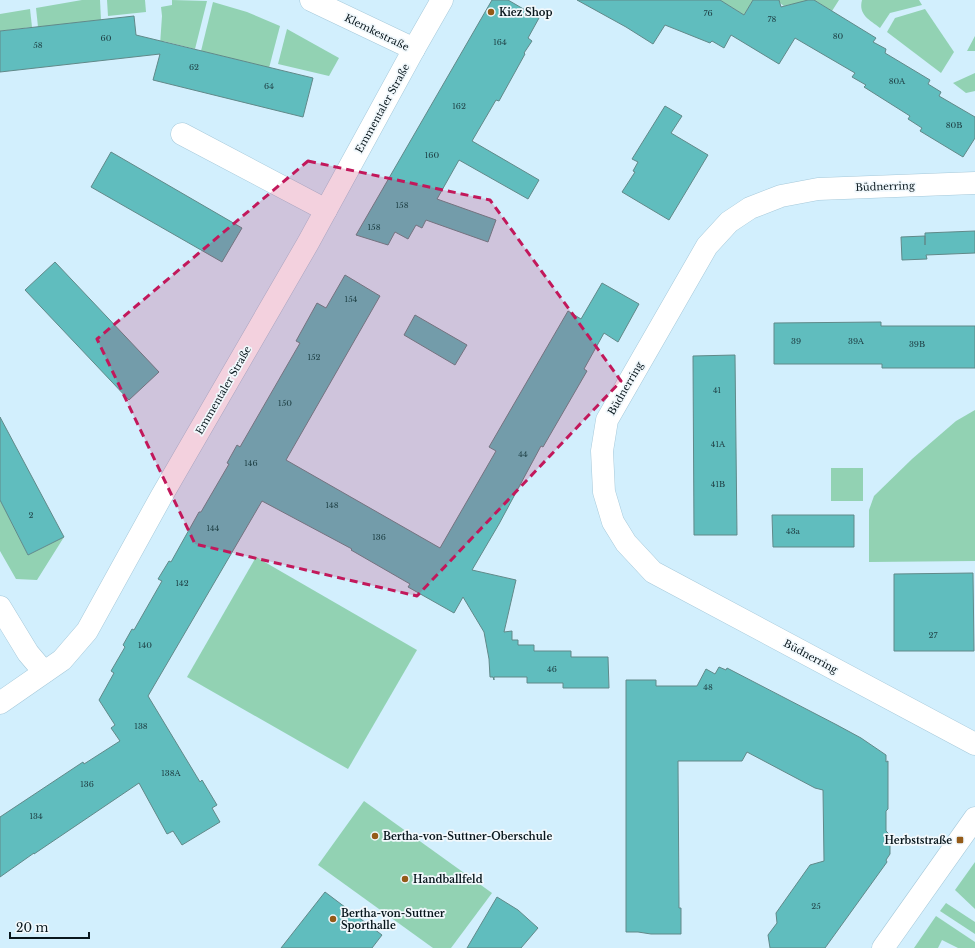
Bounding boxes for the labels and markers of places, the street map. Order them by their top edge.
place label: Kiez Shop [499,6,552,19]
marker: Kiez Shop [486,7,496,17]
place label: Bertha-von-Suttner-Oberschule [383,830,552,843]
marker: Bertha-von-Suttner-Oberschule [370,831,380,841]
place label: Herbststraße [885,834,952,847]
marker: Herbststraße [955,835,965,845]
place label: Handballfeld [413,873,483,886]
marker: Handballfeld [400,874,410,884]
place label: Bertha-von-Suttner Sporthalle [341,907,445,932]
marker: Bertha-von-Suttner Sporthalle [328,914,338,924]

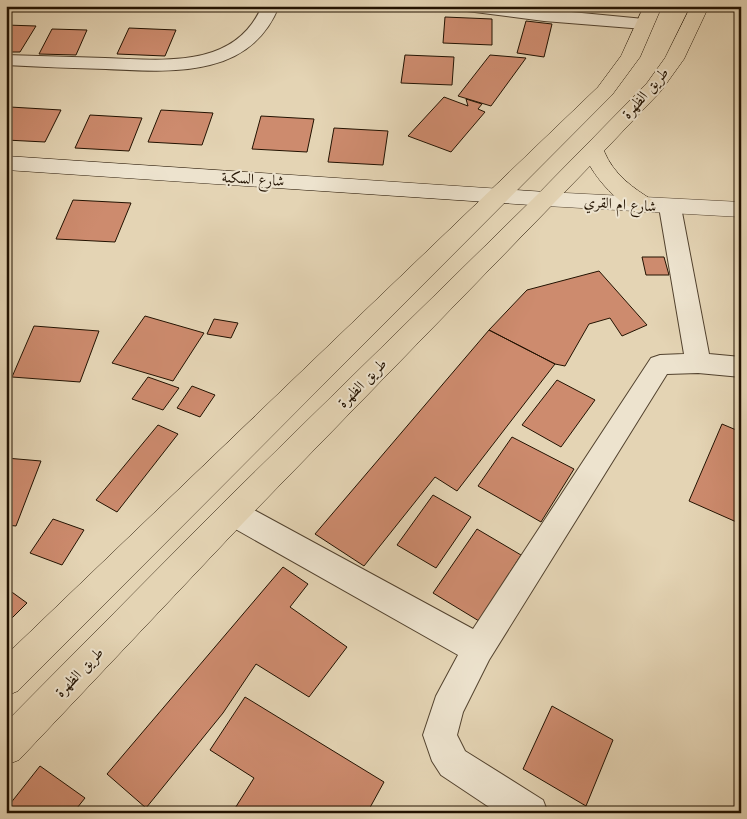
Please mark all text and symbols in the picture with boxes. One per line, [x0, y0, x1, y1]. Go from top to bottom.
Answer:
street label: طريق الظهرة [620, 66, 673, 123]
street label: شارع السكبة [221, 169, 285, 194]
street label: شارع ام القري [583, 195, 657, 220]
street label: طريق الظهرة [336, 357, 391, 412]
street label: طريق الظهرة [53, 645, 108, 701]

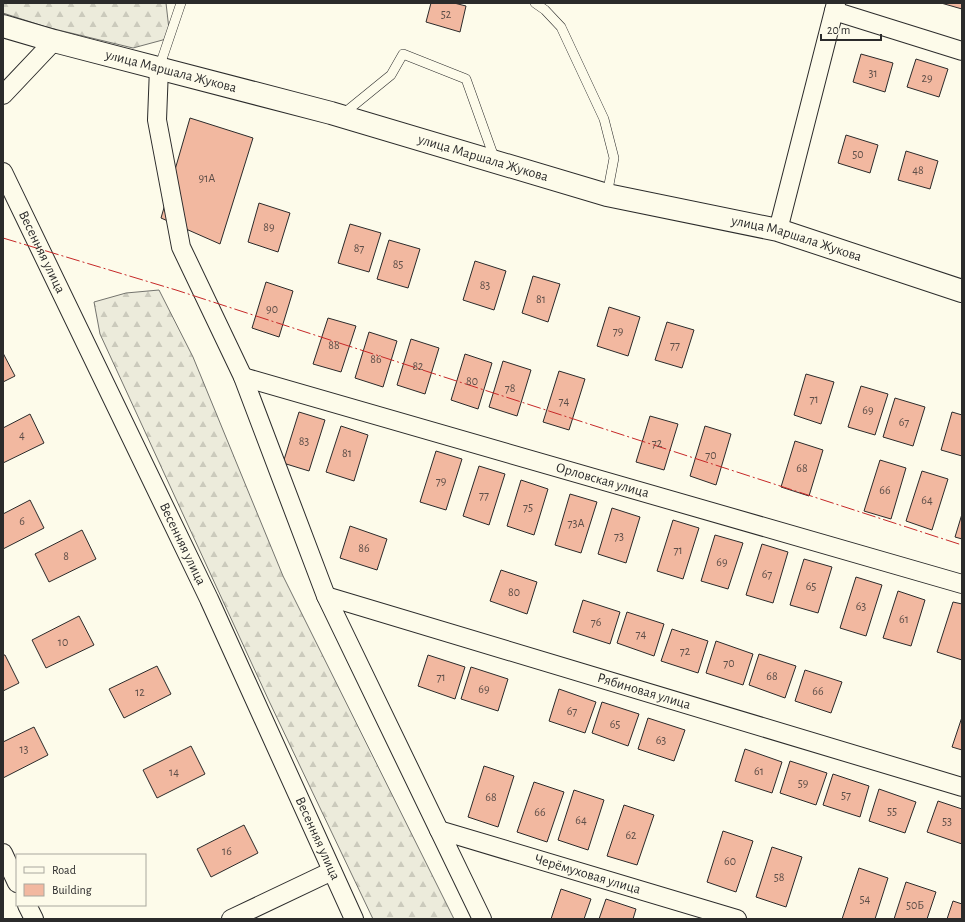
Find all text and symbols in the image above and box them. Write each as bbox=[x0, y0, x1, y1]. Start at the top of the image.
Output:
house number: 52 bbox=[441, 8, 452, 20]
scale bar bbox=[821, 16, 881, 42]
text: 20 m bbox=[827, 24, 850, 36]
street label: улица Маршала Жукова bbox=[103, 47, 239, 95]
house number: 31 bbox=[868, 67, 878, 79]
house number: 29 bbox=[921, 72, 933, 84]
street label: улица Маршала Жукова bbox=[415, 132, 550, 184]
house number: 50 bbox=[852, 148, 864, 160]
house number: 48 bbox=[912, 164, 924, 176]
house number: 91А bbox=[199, 172, 215, 184]
street label: Весенняя улица bbox=[16, 209, 68, 296]
street label: улица Маршала Жукова bbox=[729, 213, 864, 264]
house number: 89 bbox=[263, 221, 275, 233]
house number: 87 bbox=[354, 242, 364, 254]
house number: 85 bbox=[393, 258, 403, 270]
house number: 83 bbox=[480, 279, 490, 291]
house number: 81 bbox=[536, 293, 546, 305]
house number: 90 bbox=[266, 303, 278, 315]
house number: 79 bbox=[613, 325, 624, 337]
house number: 88 bbox=[328, 339, 340, 351]
house number: 77 bbox=[670, 339, 680, 351]
house number: 86 bbox=[370, 353, 382, 365]
house number: 82 bbox=[412, 360, 424, 372]
house number: 80 bbox=[466, 375, 478, 387]
house number: 78 bbox=[505, 382, 516, 394]
house number: 71 bbox=[809, 393, 819, 405]
house number: 74 bbox=[559, 395, 570, 407]
house number: 69 bbox=[862, 404, 874, 416]
house number: 67 bbox=[899, 416, 909, 428]
house number: 4 bbox=[19, 429, 25, 441]
house number: 83 bbox=[299, 435, 309, 447]
house number: 72 bbox=[652, 437, 663, 449]
house number: 81 bbox=[342, 447, 352, 459]
house number: 70 bbox=[705, 449, 717, 461]
street label: Орловская улица bbox=[554, 460, 651, 501]
house number: 68 bbox=[796, 462, 808, 474]
house number: 79 bbox=[436, 475, 447, 487]
house number: 66 bbox=[879, 484, 891, 496]
house number: 77 bbox=[479, 489, 489, 501]
house number: 64 bbox=[921, 494, 933, 506]
street label: Весенняя улица bbox=[157, 501, 208, 588]
house number: 75 bbox=[523, 501, 533, 513]
house number: 6 bbox=[19, 515, 25, 527]
house number: 73А bbox=[567, 517, 585, 529]
house number: 73 bbox=[614, 530, 624, 542]
house number: 86 bbox=[358, 542, 370, 554]
house number: 71 bbox=[673, 544, 683, 556]
house number: 8 bbox=[63, 550, 69, 562]
house number: 69 bbox=[716, 556, 728, 568]
house number: 67 bbox=[762, 568, 772, 580]
house number: 65 bbox=[806, 580, 816, 592]
house number: 80 bbox=[508, 586, 520, 598]
house number: 63 bbox=[856, 600, 866, 612]
house number: 61 bbox=[899, 613, 909, 625]
house number: 76 bbox=[591, 616, 602, 628]
house number: 74 bbox=[636, 628, 647, 640]
house number: 10 bbox=[58, 636, 68, 648]
house number: 72 bbox=[680, 645, 691, 657]
house number: 70 bbox=[723, 657, 735, 669]
house number: 68 bbox=[766, 670, 778, 682]
house number: 71 bbox=[436, 671, 446, 683]
street label: Рябиновая улица bbox=[596, 671, 693, 712]
house number: 69 bbox=[478, 683, 490, 695]
house number: 66 bbox=[812, 685, 824, 697]
house number: 12 bbox=[135, 686, 145, 698]
house number: 67 bbox=[567, 705, 577, 717]
house number: 65 bbox=[610, 718, 620, 730]
house number: 63 bbox=[656, 734, 666, 746]
house number: 13 bbox=[19, 743, 29, 755]
house number: 61 bbox=[754, 765, 764, 777]
house number: 14 bbox=[169, 766, 179, 778]
house number: 59 bbox=[798, 777, 809, 789]
house number: 57 bbox=[841, 789, 851, 801]
house number: 68 bbox=[485, 791, 497, 803]
street label: Весенняя улица bbox=[293, 795, 343, 883]
house number: 55 bbox=[887, 805, 897, 817]
house number: 66 bbox=[534, 806, 546, 818]
house number: 64 bbox=[575, 814, 587, 826]
house number: 53 bbox=[942, 815, 952, 827]
house number: 62 bbox=[625, 829, 637, 841]
house number: 16 bbox=[222, 845, 232, 857]
street label: Черёмуховая улица bbox=[533, 852, 643, 897]
legend bbox=[16, 854, 146, 906]
house number: 60 bbox=[724, 855, 736, 867]
text: Road bbox=[52, 864, 76, 876]
house number: 58 bbox=[774, 871, 785, 883]
text: Building bbox=[52, 884, 92, 896]
house number: 54 bbox=[860, 893, 871, 905]
house number: 50Б bbox=[906, 899, 924, 911]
##############################
▶ [Work order]: Write out the whole of the data exactly; the pictures stay out.

▶ [Your response]:
Bounding boxes for the labels and markers of places, the street map. Order them by their top edge.
place label: Kiez Shop [499,6,552,19]
marker: Kiez Shop [486,7,496,17]
place label: Bertha-von-Suttner-Oberschule [383,830,552,843]
marker: Bertha-von-Suttner-Oberschule [370,831,380,841]
place label: Herbststraße [885,834,952,847]
marker: Herbststraße [955,835,965,845]
place label: Handballfeld [413,873,483,886]
marker: Handballfeld [400,874,410,884]
place label: Bertha-von-Suttner Sporthalle [341,907,445,932]
marker: Bertha-von-Suttner Sporthalle [328,914,338,924]

Please mark all text and symbols in the picture with boxes. One per line, [x0, y0, x1, y1]. Go from top to bottom.
Answer:
street label: طريق الظهرة [620, 66, 673, 123]
street label: شارع السكبة [221, 169, 285, 194]
street label: شارع ام القري [583, 195, 657, 220]
street label: طريق الظهرة [336, 357, 391, 412]
street label: طريق الظهرة [53, 645, 108, 701]

Find all text and symbols in the image above and box them. Write each as bbox=[x0, y0, x1, y1]. Start at the top of the image.
Output:
house number: 52 bbox=[441, 8, 452, 20]
scale bar bbox=[821, 16, 881, 42]
text: 20 m bbox=[827, 24, 850, 36]
street label: улица Маршала Жукова bbox=[103, 47, 239, 95]
house number: 31 bbox=[868, 67, 878, 79]
house number: 29 bbox=[921, 72, 933, 84]
street label: улица Маршала Жукова bbox=[415, 132, 550, 184]
house number: 50 bbox=[852, 148, 864, 160]
house number: 48 bbox=[912, 164, 924, 176]
house number: 91А bbox=[199, 172, 215, 184]
street label: Весенняя улица bbox=[16, 209, 68, 296]
street label: улица Маршала Жукова bbox=[729, 213, 864, 264]
house number: 89 bbox=[263, 221, 275, 233]
house number: 87 bbox=[354, 242, 364, 254]
house number: 85 bbox=[393, 258, 403, 270]
house number: 83 bbox=[480, 279, 490, 291]
house number: 81 bbox=[536, 293, 546, 305]
house number: 90 bbox=[266, 303, 278, 315]
house number: 79 bbox=[613, 325, 624, 337]
house number: 88 bbox=[328, 339, 340, 351]
house number: 77 bbox=[670, 339, 680, 351]
house number: 86 bbox=[370, 353, 382, 365]
house number: 82 bbox=[412, 360, 424, 372]
house number: 80 bbox=[466, 375, 478, 387]
house number: 78 bbox=[505, 382, 516, 394]
house number: 71 bbox=[809, 393, 819, 405]
house number: 74 bbox=[559, 395, 570, 407]
house number: 69 bbox=[862, 404, 874, 416]
house number: 67 bbox=[899, 416, 909, 428]
house number: 4 bbox=[19, 429, 25, 441]
house number: 83 bbox=[299, 435, 309, 447]
house number: 72 bbox=[652, 437, 663, 449]
house number: 81 bbox=[342, 447, 352, 459]
house number: 70 bbox=[705, 449, 717, 461]
street label: Орловская улица bbox=[554, 460, 651, 501]
house number: 68 bbox=[796, 462, 808, 474]
house number: 79 bbox=[436, 475, 447, 487]
house number: 66 bbox=[879, 484, 891, 496]
house number: 77 bbox=[479, 489, 489, 501]
house number: 64 bbox=[921, 494, 933, 506]
street label: Весенняя улица bbox=[157, 501, 208, 588]
house number: 75 bbox=[523, 501, 533, 513]
house number: 6 bbox=[19, 515, 25, 527]
house number: 73А bbox=[567, 517, 585, 529]
house number: 73 bbox=[614, 530, 624, 542]
house number: 86 bbox=[358, 542, 370, 554]
house number: 71 bbox=[673, 544, 683, 556]
house number: 8 bbox=[63, 550, 69, 562]
house number: 69 bbox=[716, 556, 728, 568]
house number: 67 bbox=[762, 568, 772, 580]
house number: 65 bbox=[806, 580, 816, 592]
house number: 80 bbox=[508, 586, 520, 598]
house number: 63 bbox=[856, 600, 866, 612]
house number: 61 bbox=[899, 613, 909, 625]
house number: 76 bbox=[591, 616, 602, 628]
house number: 74 bbox=[636, 628, 647, 640]
house number: 10 bbox=[58, 636, 68, 648]
house number: 72 bbox=[680, 645, 691, 657]
house number: 70 bbox=[723, 657, 735, 669]
house number: 68 bbox=[766, 670, 778, 682]
house number: 71 bbox=[436, 671, 446, 683]
street label: Рябиновая улица bbox=[596, 671, 693, 712]
house number: 69 bbox=[478, 683, 490, 695]
house number: 66 bbox=[812, 685, 824, 697]
house number: 12 bbox=[135, 686, 145, 698]
house number: 67 bbox=[567, 705, 577, 717]
house number: 65 bbox=[610, 718, 620, 730]
house number: 63 bbox=[656, 734, 666, 746]
house number: 13 bbox=[19, 743, 29, 755]
house number: 61 bbox=[754, 765, 764, 777]
house number: 14 bbox=[169, 766, 179, 778]
house number: 59 bbox=[798, 777, 809, 789]
house number: 57 bbox=[841, 789, 851, 801]
house number: 68 bbox=[485, 791, 497, 803]
street label: Весенняя улица bbox=[293, 795, 343, 883]
house number: 55 bbox=[887, 805, 897, 817]
house number: 66 bbox=[534, 806, 546, 818]
house number: 64 bbox=[575, 814, 587, 826]
house number: 53 bbox=[942, 815, 952, 827]
house number: 62 bbox=[625, 829, 637, 841]
house number: 16 bbox=[222, 845, 232, 857]
street label: Черёмуховая улица bbox=[533, 852, 643, 897]
legend bbox=[16, 854, 146, 906]
house number: 60 bbox=[724, 855, 736, 867]
text: Road bbox=[52, 864, 76, 876]
house number: 58 bbox=[774, 871, 785, 883]
text: Building bbox=[52, 884, 92, 896]
house number: 54 bbox=[860, 893, 871, 905]
house number: 50Б bbox=[906, 899, 924, 911]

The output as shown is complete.